In this house we’re on a really busy road with few young families along it, and in our old house five years ago one bag of fun-sized chocolate bars was plenty for the few children who came around. Our own children then young enough to just be happy that we allowed them to have some as well.
Plus, you know, this is Australia.
But dressing up as zombies and vampires and whatnot, and trick-or-treating is becoming increasingly a ‘thing’ in Australia too. A big thing. A thing that my now-older children increasingly don’t want to miss out on.
My husband and I have explained to the kids that:
1. We are not an American family, nor do we have American friends living near us
2. They already have Easter, Christmas, and LOTS of birthdays.

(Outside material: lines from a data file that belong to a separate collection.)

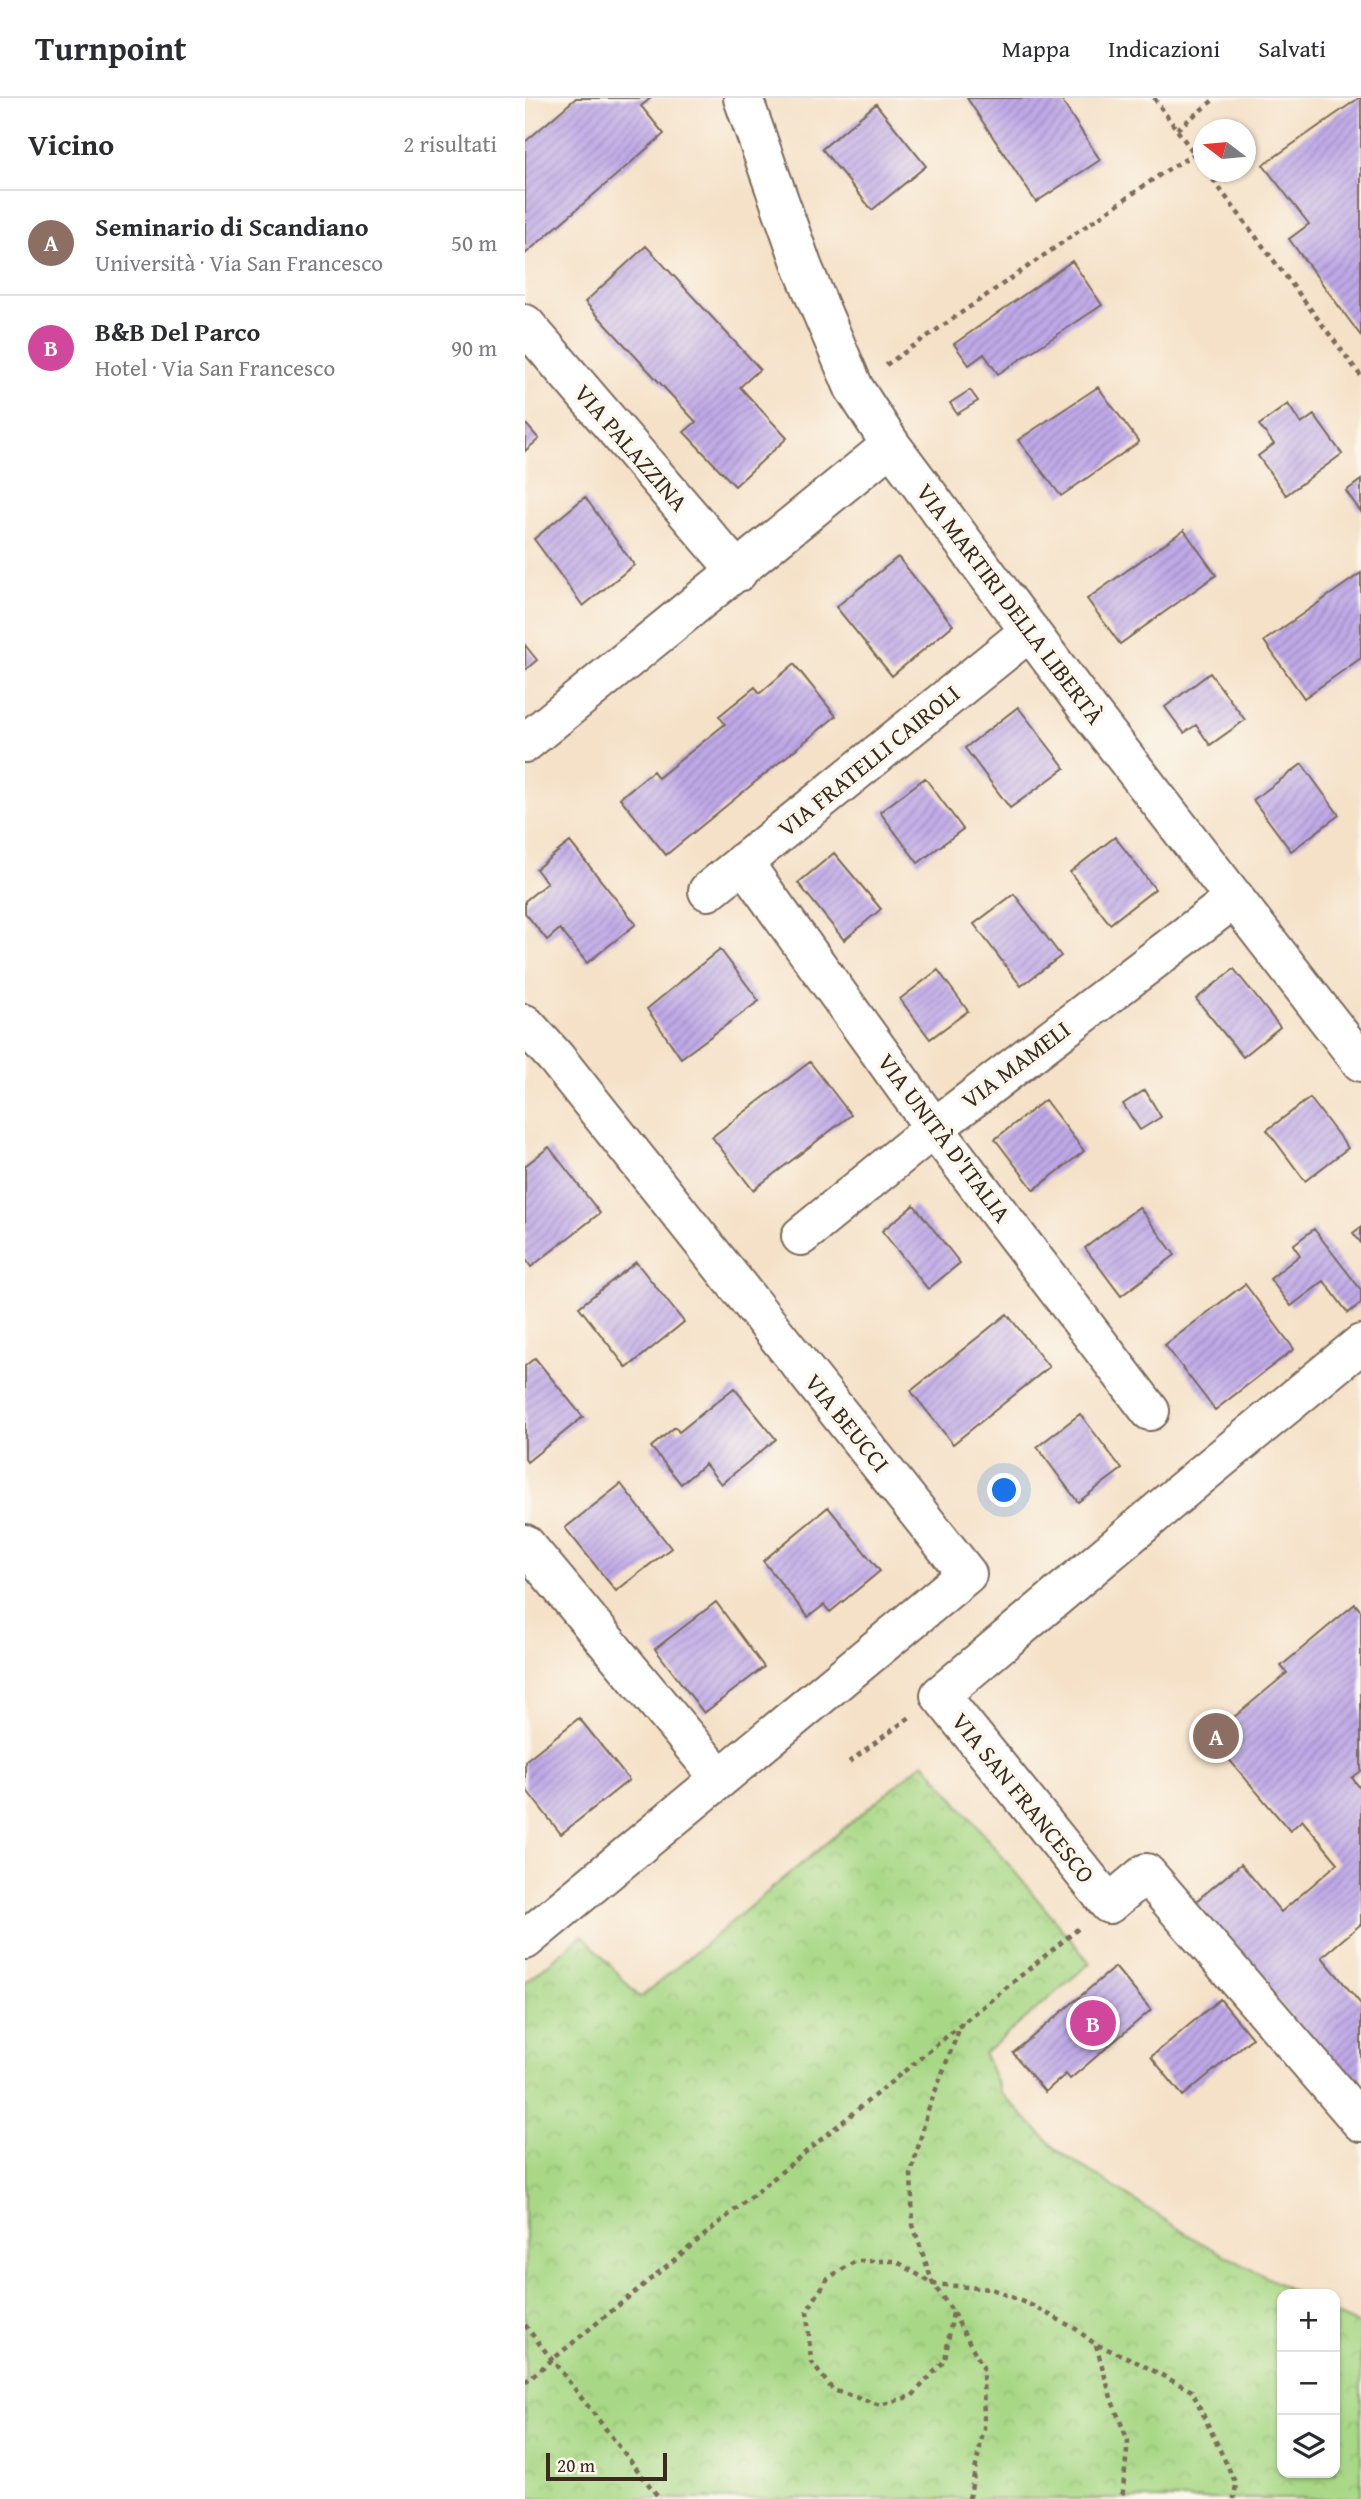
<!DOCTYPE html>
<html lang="it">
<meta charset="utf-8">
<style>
:root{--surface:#fff;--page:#f2f2f3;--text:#2b2b33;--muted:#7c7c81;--line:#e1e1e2;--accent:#d1495b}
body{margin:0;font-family:"Gentium Book Plus",serif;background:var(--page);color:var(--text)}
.controls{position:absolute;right:21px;bottom:21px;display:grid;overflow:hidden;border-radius:14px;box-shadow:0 2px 5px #0004}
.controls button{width:63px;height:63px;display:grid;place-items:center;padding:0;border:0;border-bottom:2px solid var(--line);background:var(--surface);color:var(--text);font:35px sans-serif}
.compass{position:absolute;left:668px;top:21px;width:63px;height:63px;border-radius:50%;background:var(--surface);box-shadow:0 2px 5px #0004;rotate:286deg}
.scale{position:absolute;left:21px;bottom:18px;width:121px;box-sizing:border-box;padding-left:7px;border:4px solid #3b2a1e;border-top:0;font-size:19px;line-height:24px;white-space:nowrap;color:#3b2a1e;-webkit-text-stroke:5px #fbf7ec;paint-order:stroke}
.you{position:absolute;left:480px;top:1393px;width:24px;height:24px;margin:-18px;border:5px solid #fff;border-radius:50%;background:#1a73e8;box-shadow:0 0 0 10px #1a73e833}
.badge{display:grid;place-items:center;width:46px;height:46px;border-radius:50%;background:var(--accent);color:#fff;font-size:23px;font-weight:700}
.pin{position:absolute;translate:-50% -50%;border:4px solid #fff;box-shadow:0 2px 7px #0006}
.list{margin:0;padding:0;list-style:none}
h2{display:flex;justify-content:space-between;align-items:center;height:91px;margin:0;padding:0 28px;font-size:30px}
h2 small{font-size:23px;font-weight:400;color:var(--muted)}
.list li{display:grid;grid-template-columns:46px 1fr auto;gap:21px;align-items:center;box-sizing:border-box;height:105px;padding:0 28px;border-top:2px solid var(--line)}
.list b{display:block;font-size:26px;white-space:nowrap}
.list p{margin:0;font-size:23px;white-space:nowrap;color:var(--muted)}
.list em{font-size:23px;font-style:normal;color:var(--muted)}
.icon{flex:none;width:38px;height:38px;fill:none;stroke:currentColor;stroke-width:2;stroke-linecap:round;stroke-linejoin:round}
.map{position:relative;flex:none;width:836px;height:2401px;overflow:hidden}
header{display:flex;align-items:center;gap:42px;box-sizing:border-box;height:98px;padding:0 35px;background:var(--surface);border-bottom:2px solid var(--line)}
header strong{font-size:33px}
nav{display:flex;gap:38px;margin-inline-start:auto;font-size:24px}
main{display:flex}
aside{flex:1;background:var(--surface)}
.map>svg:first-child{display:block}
</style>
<header>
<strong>Turnpoint</strong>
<nav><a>Mappa</a><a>Indicazioni</a><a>Salvati</a></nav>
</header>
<main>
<aside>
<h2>Vicino<small>2 risultati</small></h2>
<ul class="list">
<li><span class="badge" style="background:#8d6e63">A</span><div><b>Seminario di Scandiano</b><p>Università · Via San Francesco</p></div><em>50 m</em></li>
<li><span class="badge" style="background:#d1479c">B</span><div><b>B&amp;B Del Parco</b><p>Hotel · Via San Francesco</p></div><em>90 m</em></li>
</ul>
</aside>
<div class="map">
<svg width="836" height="2401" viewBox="0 0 836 2401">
<defs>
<pattern id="park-crowns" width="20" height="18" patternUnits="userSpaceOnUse" patternTransform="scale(1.75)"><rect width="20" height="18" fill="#a8d886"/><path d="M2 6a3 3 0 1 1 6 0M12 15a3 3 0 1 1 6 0" fill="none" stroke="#92ba73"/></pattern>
<pattern id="building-hatch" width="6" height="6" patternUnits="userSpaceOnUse" patternTransform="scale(1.75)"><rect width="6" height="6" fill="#bfa9e8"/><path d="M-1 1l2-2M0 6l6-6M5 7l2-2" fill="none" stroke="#9c8abb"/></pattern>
</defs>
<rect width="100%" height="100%" fill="#fbf7ec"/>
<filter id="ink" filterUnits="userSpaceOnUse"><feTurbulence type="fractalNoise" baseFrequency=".0143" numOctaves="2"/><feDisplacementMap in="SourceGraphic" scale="14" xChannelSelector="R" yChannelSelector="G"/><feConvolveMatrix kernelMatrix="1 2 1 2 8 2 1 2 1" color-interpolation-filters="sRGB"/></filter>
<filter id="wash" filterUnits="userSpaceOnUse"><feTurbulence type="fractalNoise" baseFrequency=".00686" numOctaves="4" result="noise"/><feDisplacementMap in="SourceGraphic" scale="28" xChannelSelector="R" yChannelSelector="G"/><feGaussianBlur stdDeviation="1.57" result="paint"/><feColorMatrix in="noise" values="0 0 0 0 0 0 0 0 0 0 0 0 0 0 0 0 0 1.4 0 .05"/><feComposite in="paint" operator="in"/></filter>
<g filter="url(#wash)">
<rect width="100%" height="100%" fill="#f5e1c8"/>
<path fill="url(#park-crowns)" stroke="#728152" stroke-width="2" d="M399,1664L565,1865L459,1956L476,1995L533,2053L673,2143L773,2196H757V2375H810V2216L836,2228V2401H0V1885L58,1837L115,1900Z"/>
<g id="blocks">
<path fill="url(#building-hatch)" d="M51,0H126L116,8L139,36L0,156V44Z
M442,0H535L575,62L511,104Z
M834,0H836V238L764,141L784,126L738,67Z
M351,6L401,68L347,112L297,51Z
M121,148L235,271L215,289L262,340L210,388L159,334L171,324L60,204Z
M547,163L577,207L473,276L459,256L444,267L429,246Z
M573,289L614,344L536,398L493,342Z
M445,292L453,303L432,316L425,305Z
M763,306L776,326L789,317L817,356L761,397L733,358L749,346L734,327Z
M0,325L14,341L0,353Z
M836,382V414L821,393Z
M60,399L109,467L58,508L9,441Z
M659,432L691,477L595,546L562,501Z
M373,459L428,527L367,578L311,509Z
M836,475V560L779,600L739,543Z
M0,547L12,562L0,572Z
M269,566L311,618L141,757L95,700L128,673L133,680L200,626L194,618L230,589L235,595Z
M685,575L720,622L685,647L671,627L659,635L640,609Z
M493,609L540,670L485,710L440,650Z
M777,666L814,717L766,753L728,702Z
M400,680L438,731L393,765L355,714Z
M590,739L630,791L585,826L545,774Z
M45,744L111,826L62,865L35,831L22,842L0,815V803L22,785L11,771Z
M309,755L356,811L319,842L273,785Z
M489,796L536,858L496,888L449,826Z
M195,851L234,903L156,960L122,911Z
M709,871L755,929L718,959L671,901Z
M413,872L443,913L405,941L375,901Z
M285,964L326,1017L228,1092L187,1039Z
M620,992L636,1019L615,1032L598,1006Z
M785,1000L823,1050L780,1083L742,1032Z
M520,1002L559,1053L509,1092L470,1041Z
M24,1049L75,1115L6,1169L0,1160V1068Z
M389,1107L435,1165L403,1191L357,1133Z
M614,1109L650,1157L596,1198L560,1150Z
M836,1129V1145L828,1135Z
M789,1131L836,1192V1205L823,1215L799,1183L766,1208L745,1181L775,1157L768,1147Z
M111,1164L159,1224L102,1270L54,1209Z
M720,1186L769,1251L690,1312L640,1247Z
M482,1216L524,1269L428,1346L386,1293Z
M10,1260L58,1319L2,1364L0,1361V1268Z
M209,1290L251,1341L196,1386L180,1366L156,1386L126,1349L150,1329L154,1334Z
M555,1316L597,1371L553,1404L512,1349Z
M96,1386L146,1450L91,1493L40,1430Z
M303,1409L355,1473L305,1514L299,1507L283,1519L238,1463Z
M191,1504L239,1569L179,1615L130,1551Z
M830,1506L836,1513V1673L827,1680L836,1691V1826L797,1859L836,1906V2002L670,1804L716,1766L756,1814L813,1765L777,1722L765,1733L685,1639L762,1575L756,1568Z
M54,1620L104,1682L36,1736L0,1690V1663Z
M590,1869L626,1912L545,1981L541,1976L520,1994L488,1955Z
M695,1901L727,1940L658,1998L626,1959Z"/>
</g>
</g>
<g filter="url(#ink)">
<use href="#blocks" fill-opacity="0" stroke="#7c6a5a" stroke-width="2"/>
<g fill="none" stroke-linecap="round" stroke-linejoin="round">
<defs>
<path id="minor" d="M218,0L278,170L329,290L366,347L565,614L836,964
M0,226L213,474
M0,645L366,347
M218,764L409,1030L625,1313
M183,793L505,533
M0,926L31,960L442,1476L0,1842
M276,1138L409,1030L710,800
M836,1246L675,1378L415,1597L584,1806L621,1775L836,2024
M0,1446L194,1679"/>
</defs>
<use href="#minor" stroke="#7c6a5a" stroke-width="42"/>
<path stroke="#7c6a5a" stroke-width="4.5" stroke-dasharray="5 5" stroke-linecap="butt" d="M629,0L678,68
M652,31L691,0
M682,74L836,278
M361,267L639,74L669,56
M324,1664L385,1619
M437,1924L403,2012L386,2076L388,2127L408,2186L428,2214L420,2262L387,2298L355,2307L308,2292L286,2264L282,2213L303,2180L331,2163H371L408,2186L466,2191L508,2208L551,2231L570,2246L606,2261L667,2293L711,2386L709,2401
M428,2215L458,2269L459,2330L444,2401
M0,2227L135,2401
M571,2247L587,2303L603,2343L597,2401
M0,2284L554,1830"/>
<use href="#minor" stroke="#fff" stroke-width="38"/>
</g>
</g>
<g text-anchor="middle" stroke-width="7" stroke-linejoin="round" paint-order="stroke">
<g font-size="24" fill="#3b2a1e" stroke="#fbf7ec">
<text transform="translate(106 350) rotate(49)" y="8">VIA PALAZZINA</text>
<text transform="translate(485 506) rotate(53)" y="8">VIA MARTIRI DELLA LIBERTÀ</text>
<text transform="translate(344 663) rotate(-39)" y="8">VIA FRATELLI CAIROLI</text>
<text transform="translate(491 967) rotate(-37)" y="8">VIA MAMELI</text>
<text transform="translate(419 1040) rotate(53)" y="8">VIA UNITÀ D'ITALIA</text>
<text transform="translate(322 1325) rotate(51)" y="8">VIA BEUCCI</text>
<text transform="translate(498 1700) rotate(51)" y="8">VIA SAN FRANCESCO</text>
</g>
</g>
</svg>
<div class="controls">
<button>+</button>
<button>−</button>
<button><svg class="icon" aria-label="layers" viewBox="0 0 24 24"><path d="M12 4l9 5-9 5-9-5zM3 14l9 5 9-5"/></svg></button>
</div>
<svg class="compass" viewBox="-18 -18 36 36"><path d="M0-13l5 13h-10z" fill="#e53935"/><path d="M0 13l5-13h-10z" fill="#7c7c81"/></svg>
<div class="scale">20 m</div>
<div class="you"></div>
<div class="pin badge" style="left:691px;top:1638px;background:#8d6e63">A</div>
<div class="pin badge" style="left:568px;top:1925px;background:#d1479c">B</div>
</div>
</main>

They don’t need another calendarised excuse for eating sickening amounts of lollies (not candy, it’s lollies in this country)
3. We are a Christian family, so the focus for us is really on All Saints’ Day.
4. We don’t tolerate certain language in our home. ‘Halloween candy’ – candy anything – is definitely out. It’s lollies here. And not too many at one time.
Wow, hasn’t that made us the fun police. Especially as I haven’t actually got around to doing anything special on either October 31 or November 1 for the feast of All Saints.
So for the past two years, on October 31, our children have created their own Halloween fun. They’ve decorated the rumpus with bits of tissue and cotton balls for spider webs, and drawing up scary posters, then rehearsed and performed a scary play by torchlight.
We were pretty impressed by their creativity, actually. After last year I decided that since our children were basically celebrating Halloween anyway, my husband and I had better get on board, take it as opportunity for some family fun and tradition-building and also provide a bit of direction.
I didn’t have to look far to find some inspiration for getting into the Halloween spirit in a way I can live with.
Lacy Rabideau of the Catholic Icing website has done a great job with articles and craft ideas for celebrating All Hallows’ Eve and All Saints for children and families.
Ditto, the family behind the Showers of Roses site.
CathFamily, which I edit, has a nice little collection of All Hallows’ Eve articles and ideas, and recipes (including in this month’s issue, for soul cakes) as well.
I’ll probably use the idea of Halloween as a Night of Light, and invite a couple of families over who have children close in age to ours, for a party close to October 31.
We’ll fill the party room (our rumpus room) with LED candles, glow sticks and fairy lights, and and have a sweets buffet with watermelon jack o’lantern centrepiece. Watermelon is much more appropriate than pumpkins for our warm spring Octobers. The kids can dress up as saints or angels.
I did a quick brainstorm of my own for tying in typical Halloween-theme decorations with our saints theme that would satisfy one or two of my older kids who want the gross and scary elements. They’re not super-original I’m sure, but we’ve got nearly everything here at home already which will make setting things up super-easy:
- Get some fake spider web and a couple of spiders, and drape it around a picture of St Therese of Lisieux. She was terrified of them.
- A toy sword with red paint for blood – St Joan of Arc
- A pair of fake eyes on a plate – St Lucy
- Toy snakes – St Michael the Archangel, Our Lady, Adam and Eve
- Handcuffs, chains – St Paul
- Lego people being mauled by toy lions, Roman colosseum-style
We will all still be eating lollies of course, not candy.
Halloween. Do you love it or hate it? (UPDATE: Check out the results of the little reader’s poll I ran. The poll is now closed.)
Image by Clem Onojeghuo
2 Comments Add yours
This is a fantastic article, thank you. I’ve shared it with the Family Educators with a little challenge – “imagine if we could all make Marilyn’s suggestion happen in our schools!”
I’m really quite excited at the thought of all the ‘Saintly’ research – St Lucy’s eyes! Fantastic and suitably ghoulish!
LikeLiked by 1 person
Sinead, my son’s school does this, he’s in kindy and it’s so cute! They don’t do the ghoulish versions, they just dress up as saints for an All Hallows’ assembly and each have to say one or two lines to explain their saint.